Z perspektywy renomowanej i doświadczonej firmy opiekuńczej nastawionej na długofalową współpracę ze swoimi opiekunami, ukrywanie informacji o złym stanie zdrowia lub uciążliwym zachowaniu podopiecznego nigdy nie jest wskazane. Dobra firma opiekuńcza doskonale zdaje sobie sprawę, że nie każdy opiekun odpowiednio poradzi sobie z różnymi podopiecznymi. Dlatego dużo lepszym rozwiązaniem jest otwarcie poinformować o warunkach, jakie będą panowały na szteli, niż obiecywać wysokie zarobki i łatwą pracę, po to, aby w tydzień po przyjeździe na miejsce, opiekun zrezygnował z pracy, ze względu na zbyt trudne warunki.

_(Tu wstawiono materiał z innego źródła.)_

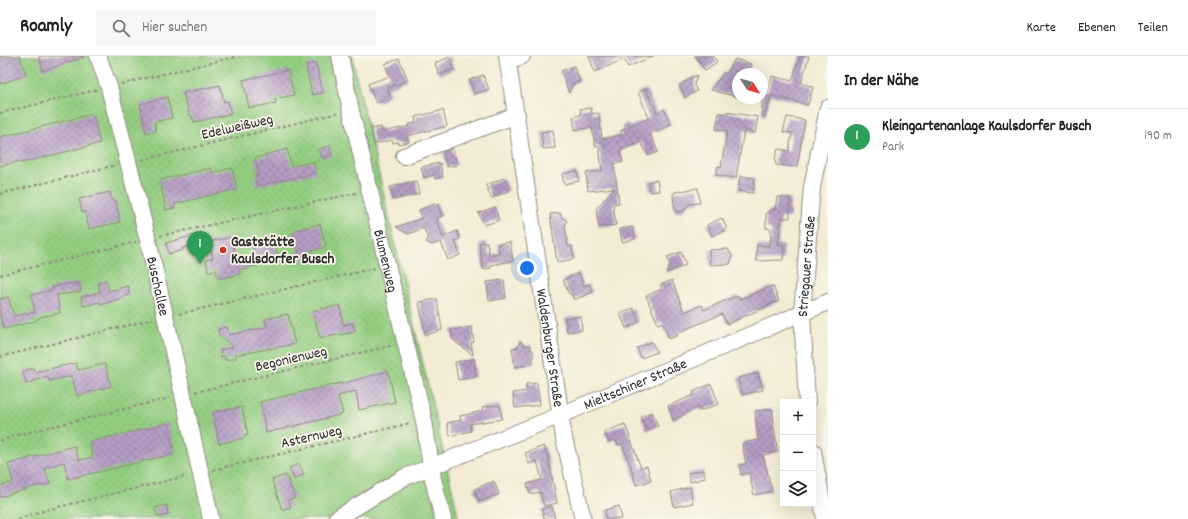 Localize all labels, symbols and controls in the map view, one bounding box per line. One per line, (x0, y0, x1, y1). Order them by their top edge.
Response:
search box (96, 10, 376, 46)
text: Roamly (20, 14, 72, 41)
icon: search (110, 17, 132, 39)
text: Hier suchen (142, 17, 207, 39)
text: Karte (1026, 18, 1056, 38)
text: Ebenen (1078, 18, 1116, 38)
text: Teilen (1138, 18, 1168, 38)
north arrow (732, 68, 768, 104)
text: In der Nähe (844, 70, 919, 94)
street label: Edelweißweg (199, 109, 275, 147)
text: Kleingartenanlage Kaulsdorfer Busch (882, 116, 1091, 138)
text: 1 (856, 127, 858, 146)
text: 190 m (1144, 127, 1172, 146)
text: Park (882, 138, 904, 157)
street label: Striegauer Straße (793, 215, 823, 318)
street label: Blumenweg (366, 228, 402, 295)
pin: 1 (187, 231, 213, 264)
place label: Gaststätte Kaulsdorfer Busch (231, 232, 334, 271)
marker: Gaststätte Kaulsdorfer Busch (218, 245, 228, 255)
street label: Buschallee (139, 255, 174, 319)
your location (517, 258, 537, 278)
street label: Waldenburger Straße (529, 288, 568, 409)
street label: Begonienweg (253, 341, 329, 379)
street label: Mieltschiner Straße (581, 354, 691, 417)
map controls (780, 399, 816, 507)
button: + (780, 399, 816, 435)
street label: Asternweg (279, 420, 344, 456)
button: − (780, 435, 816, 471)
button: layers (780, 471, 816, 507) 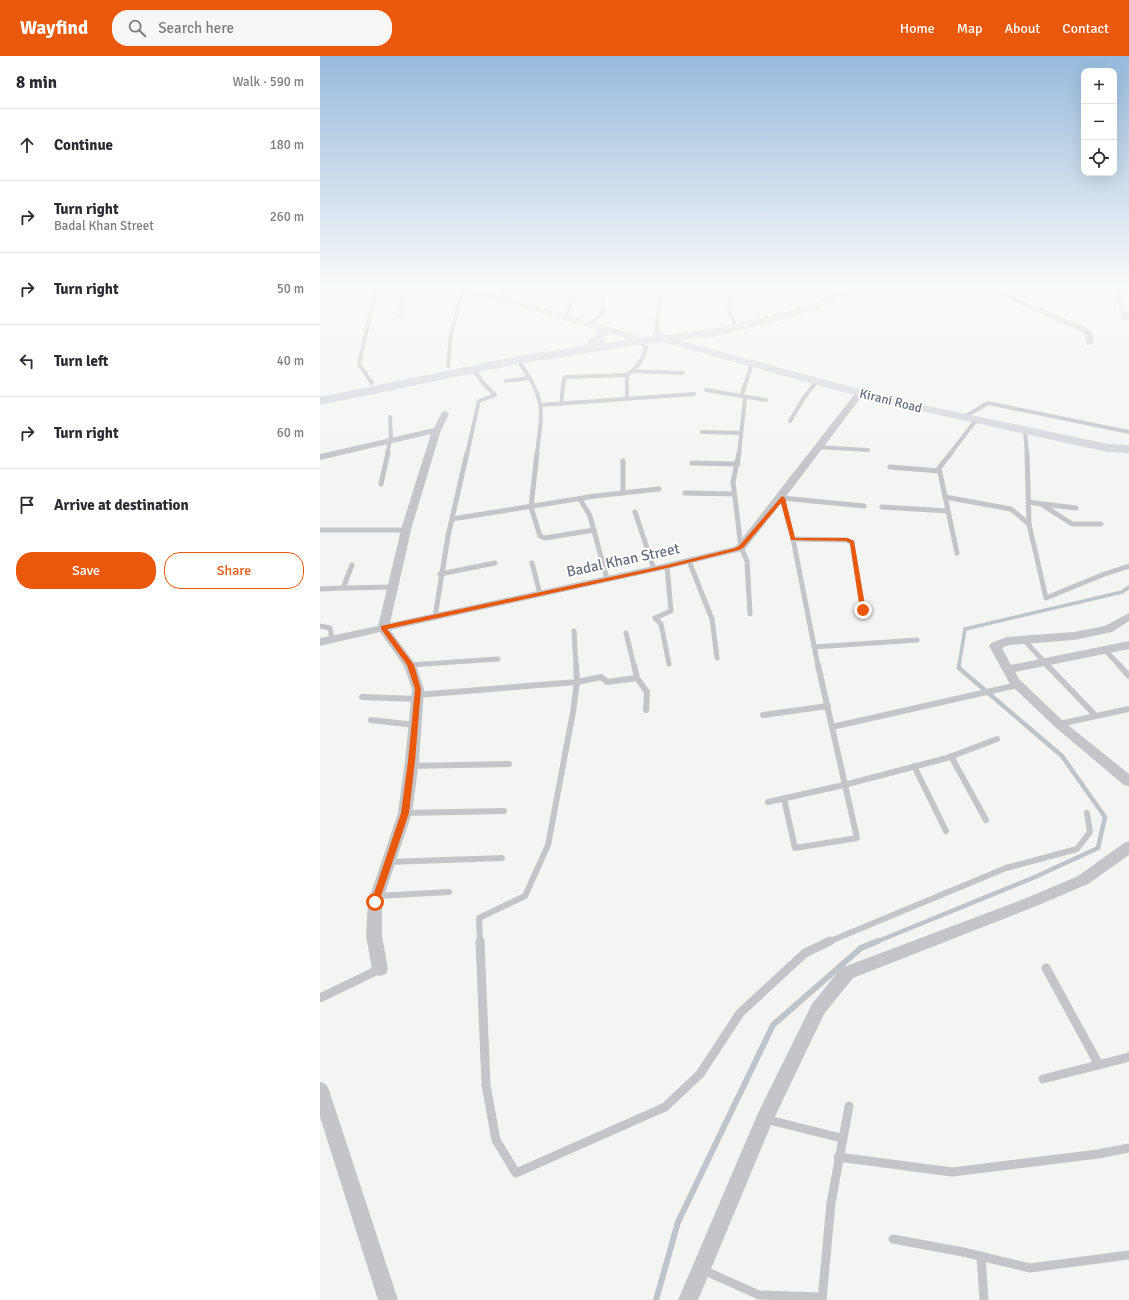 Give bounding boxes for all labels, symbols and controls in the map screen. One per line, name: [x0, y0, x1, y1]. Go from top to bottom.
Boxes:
search box: [112, 10, 392, 46]
text: Wayfind: [20, 16, 88, 40]
icon: search: [126, 17, 148, 39]
text: Search here: [158, 19, 234, 37]
text: Home: [900, 20, 935, 37]
text: Map: [957, 20, 982, 37]
text: About: [1004, 20, 1040, 37]
text: Contact: [1062, 20, 1109, 37]
map controls: [1081, 68, 1117, 176]
button: +: [1081, 68, 1117, 104]
text: 8 min: [16, 72, 57, 93]
text: Walk · 590 m: [233, 74, 304, 90]
button: −: [1081, 104, 1117, 140]
icon: ahead: [16, 134, 38, 156]
text: Continue: [54, 136, 113, 154]
text: 180 m: [270, 137, 304, 153]
button: locate: [1081, 140, 1117, 176]
text: Turn right: [54, 200, 119, 218]
icon: right: [16, 206, 38, 228]
text: 260 m: [270, 209, 304, 225]
text: Badal Khan Street: [54, 218, 154, 234]
icon: right: [16, 278, 38, 300]
text: Turn right: [54, 280, 119, 298]
text: 50 m: [277, 281, 304, 297]
icon: left: [16, 350, 38, 372]
text: Turn left: [54, 352, 108, 370]
text: 40 m: [277, 353, 304, 369]
street label: Kirani Road: [858, 385, 924, 416]
icon: right: [16, 422, 38, 444]
text: Turn right: [54, 424, 119, 442]
text: 60 m: [277, 425, 304, 441]
icon: arrive: [16, 494, 38, 516]
text: Arrive at destination: [54, 496, 189, 514]
street label: Badal Khan Street: [565, 539, 681, 581]
button: Save: [16, 552, 156, 589]
button: Share: [164, 552, 304, 589]
route end: [854, 601, 872, 619]
route start: [366, 893, 384, 911]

Niestety niektóre agencje, którym nie zależy na dobrej opinii, bo liczą na szybkie zyski, a w razie niepowodzeń zamykają działalność, mogą takimi zachętami próbować zwabić niedoświadczonych opiekunów.
Jeśli nie wiemy, jaka oferta pracy będzie dla nas idealna, zdajmy się na doświadczenie i pomoc ze strony pracowników firmy opiekuńczej. Oni z pewnością postarają się znaleźć dla nas takie miejsce pracy, abyśmy byli zadowoleni i zdecydowali się na kolejny wspólny wyjazd z nimi.
Absolutnie kluczowy etap nawiązania współpracy pomiędzy firmą opiekuńczą a opiekunem. Zanim podpiszemy umowę, dokładnie ją przeczytajmy. Jeśli jakiekolwiek zapisy umowy nie są dla nas zrozumiałe, poprośmy pracownika firmy opiekuńczej o wytłumaczenie. Nie bójmy się pytać. Pamiętajmy, że zawsze lepiej zapytać się dwa razy, niż podpisać dokument bez wiedzy, co podpisaliśmy.
I jeszcze jedna ważna zasada! Podpisanie umowy to etap, który musi zostać dopięty przed wyjazdem. Nie dajmy się zwieść nieuczciwym agencjom, że umowa zostanie dosłana za kilka dni, bo akurat teraz pracownik od wystawiania umów jest na L4. Jeśli nie podpiszemy umowy przed wyjazdem, może się okazać, że już na miejscu otrzymamy umowę, która zawiera inne zapisy, niż się umawialiśmy. W momencie, kiedy już będziemy zaaklimatyzowani w domu podopiecznego, dużo trudniej będzie nam nie podpisać umowy lub wyegzekwować zmiany w jej zapisach.
Aby odpowiednio przygotować się do wyjazdu koniecznie przeczytaj 10 zasad bezpiecznego wyjazdu opiekunek do pracy w Niemczech.
Z podpisaną umową, spakowaną walizką i pozytywnym nastawieniem możesz udać się na dworzec autobusowy, skąd odjedziesz do pracy do Niemiec. Tak naprawdę cały proces rekrutacji może zamknąć się w kilka dni, zwłaszcza jeśli szukasz pracy w opiece w Niemczech od zaraz.
Jeśli jednak na etapie rekrutacji podejście pracownika wzbudziło Twoje wątpliwości lub też zapisy umowy są Twoim zdaniem niekorzystne, nie decyduj się pochopnie na wyjazd. Pamiętaj, że ogłoszeń pracy w niemieckiej opiece jest naprawdę dużo. Czasem lepiej poczekać kilka dni, ale mieć pewność, że wyjeżdżasz do miejsca, które jest zgodne z Twoimi preferencjami. A dodatkowo możesz liczyć na wsparcie ze strony renomowanej firmy opiekuńczej. Tak jak opiekun powinien wzbudzać zaufanie w stosunku do swojego podopiecznego, aby ten czuł się bezpieczny i dobrze zaopiekowany. Tak samo Ty, droga opiekunko / drogi opiekunie powinieneś mieć pewność, że jesteś pod dobrymi skrzydłami doświadczonej firmy opiekuńczej.